What finally convinced many in the professional cycling community that Armstrong was guilty of EPO doping way before his actual confession, was the comparative behavioural data that showed that he’d actually raced against, and beaten, known confessed dopers who had admitted to doping.
We know doping provides a considerable performance gain over the competition. To beat a proved doper without yourself doing drugs means your performance needs to be 2 or 3 standard deviations higher than the rest of the peloton, who are all professional athletes with roughly the same training, riding with the same technology, weight of bike, the same training standards and the same relentless dedication to winning. The comparative statistic didn’t lie. Outperforming a drugs cheat without taking drugs takes you into the realm of a superman, or a cheat.
Re-writing The Rulebook
Our behavioural engine performs the same core task to identify the bot cheats. We look at the behaviour of all the visitors and then look for the identifying clusters of behaviour from the thousands of dimensions of data that we take - including if necessary any specific fingerprinting markers.
This approach is exponentially more difficult than just fingerprint detection, but gives you the exact comparative data you truly need to identify, catch and permanently mitigate the outliers.
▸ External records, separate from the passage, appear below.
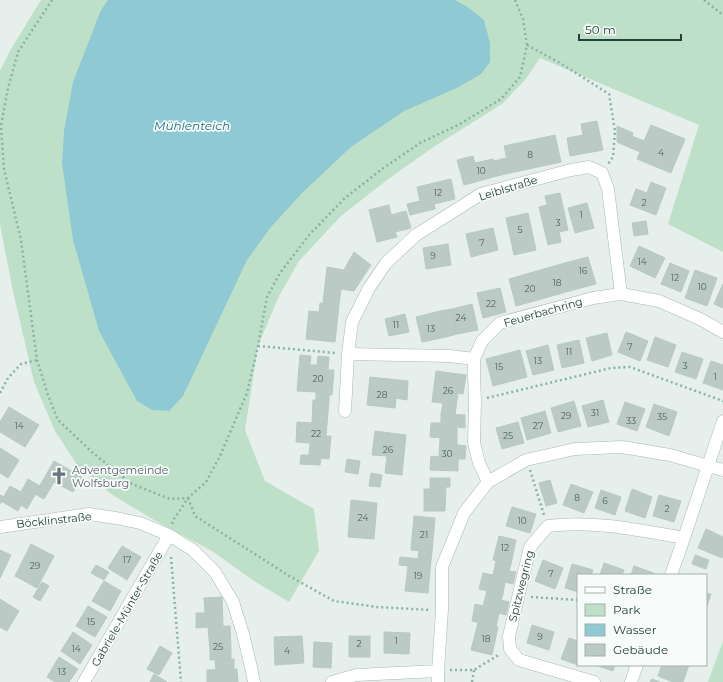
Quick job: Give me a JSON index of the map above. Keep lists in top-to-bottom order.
{
  "streets": {
    "street": [
      "Leiblstraße",
      "Feuerbachring",
      "Böcklinstraße",
      "Spitzwegring",
      "Gabriele-Münter-Straße"
    ]
  },
  "crossings": [
    ["Böcklinstraße", "Gabriele-Münter-Straße"]
  ],
  "water": ["Mühlenteich"],
  "places": {
    "church": ["Adventgemeinde Wolfsburg"]
  },
  "house_numbers": [
    "4",
    "8",
    "10",
    "12",
    "2",
    "1",
    "3",
    "5",
    "7",
    "9",
    "14",
    "16",
    "12",
    "18",
    "10",
    "20",
    "22",
    "24",
    "11",
    "13",
    "7",
    "11",
    "13",
    "3",
    "15",
    "1",
    "20",
    "26",
    "28",
    "31",
    "29",
    "35",
    "33",
    "14",
    "27",
    "22",
    "25",
    "26",
    "30",
    "8",
    "6",
    "2",
    "24",
    "10",
    "21",
    "12",
    "17",
    "29",
    "7",
    "19",
    "15",
    "9",
    "18",
    "1",
    "2",
    "25",
    "14",
    "4",
    "13"
  ],
  "legend": [
    "Straße",
    "Park",
    "Wasser",
    "Gebäude"
  ],
  "scale_bar": "50 m"
}
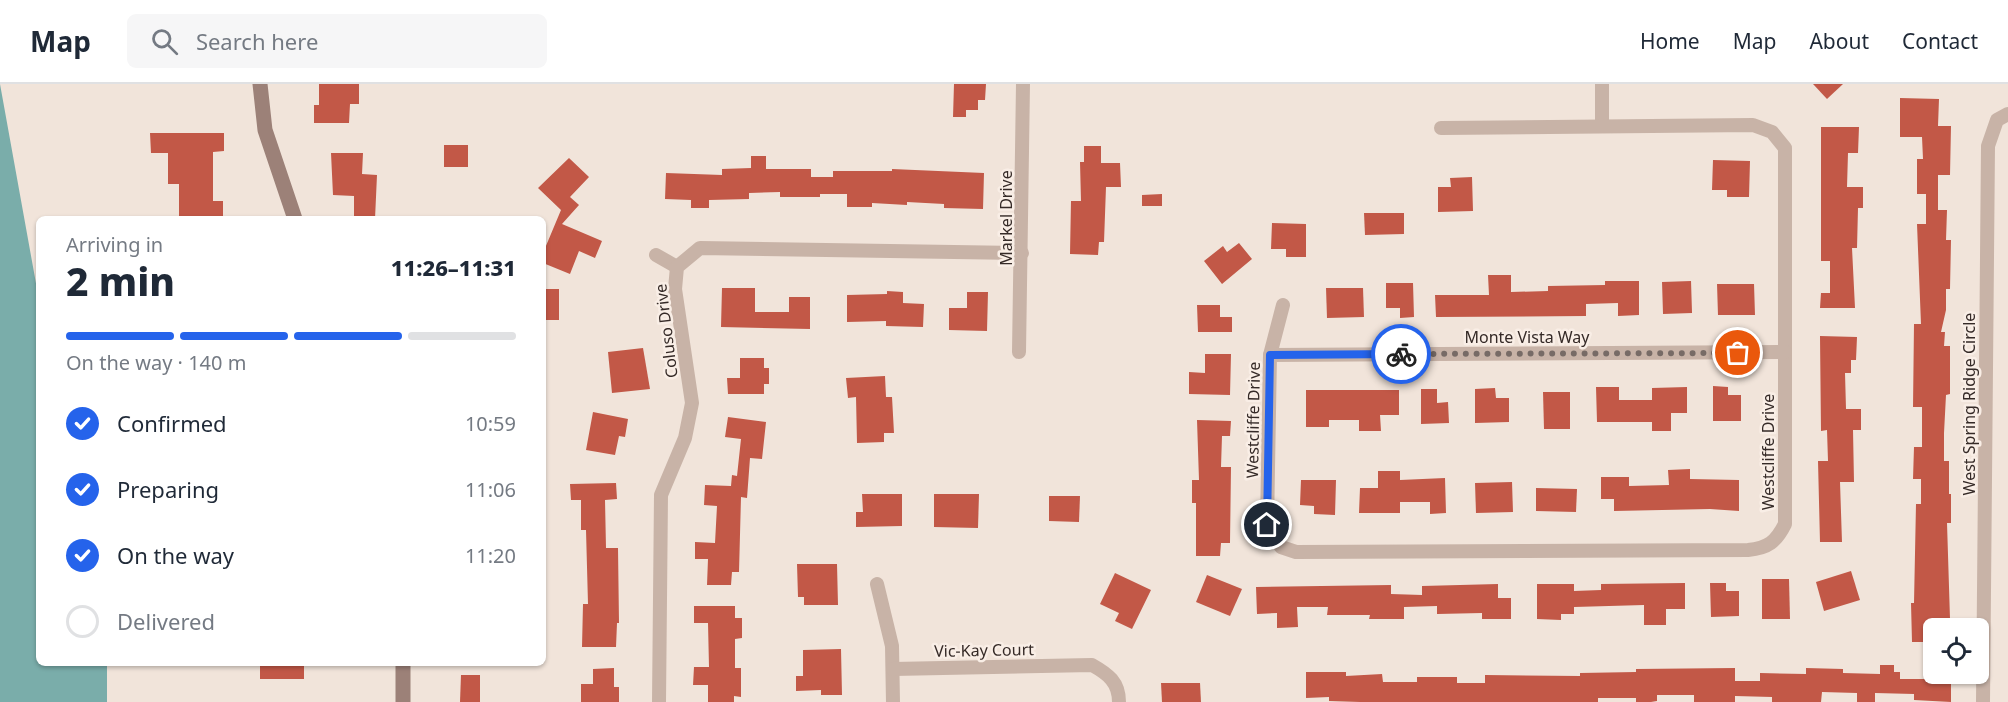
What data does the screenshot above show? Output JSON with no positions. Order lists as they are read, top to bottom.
{
  "streets": {
    "street": [
      "Markel Drive",
      "Coluso Drive",
      "Monte Vista Way",
      "West Spring Ridge Circle",
      "Westcliffe Drive",
      "Vic-Kay Court"
    ]
  },
  "crossings": [
    ["Markel Drive", "Coluso Drive"],
    ["Monte Vista Way", "Westcliffe Drive"]
  ],
  "page": {
    "header": "Map",
    "search": "Search here",
    "nav": [
      "Home",
      "Map",
      "About",
      "Contact"
    ],
    "heading": ["2 min", "Arriving in", "11:26–11:31"],
    "bar": "On the way · 140 m",
    "list": [
      ["Confirmed", "10:59"],
      ["Preparing", "11:06"],
      ["On the way", "11:20"],
      "Delivered"
    ]
  }
}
Best of all, it shifts the heavy processing to our cloud-based services, and doesn’t require yet another reverse proxy architecture to create risk.
The machine learning intelligence dynamically looks at what normal behaviour is, but critically does this over time, and by path or location within the website.
This allows us to very accurately build our models in context to the actual behaviour. In the case of a Single Page Architecture (SPA) application where the logs aren’t path specific, we still identify the behavioural markers as multiple request API calls which are made over time in the same page.
Evading capture by the behavioural detection methods, means the bots cheats pretending to be human must try and appear to be as human-like as possible. They also must avoid behaving in ways that lead to an obvious discovery of intent. What they can’t do it to create the data model that they need to ensure they can break the rules.
The rulebook doesn’t exist anymore.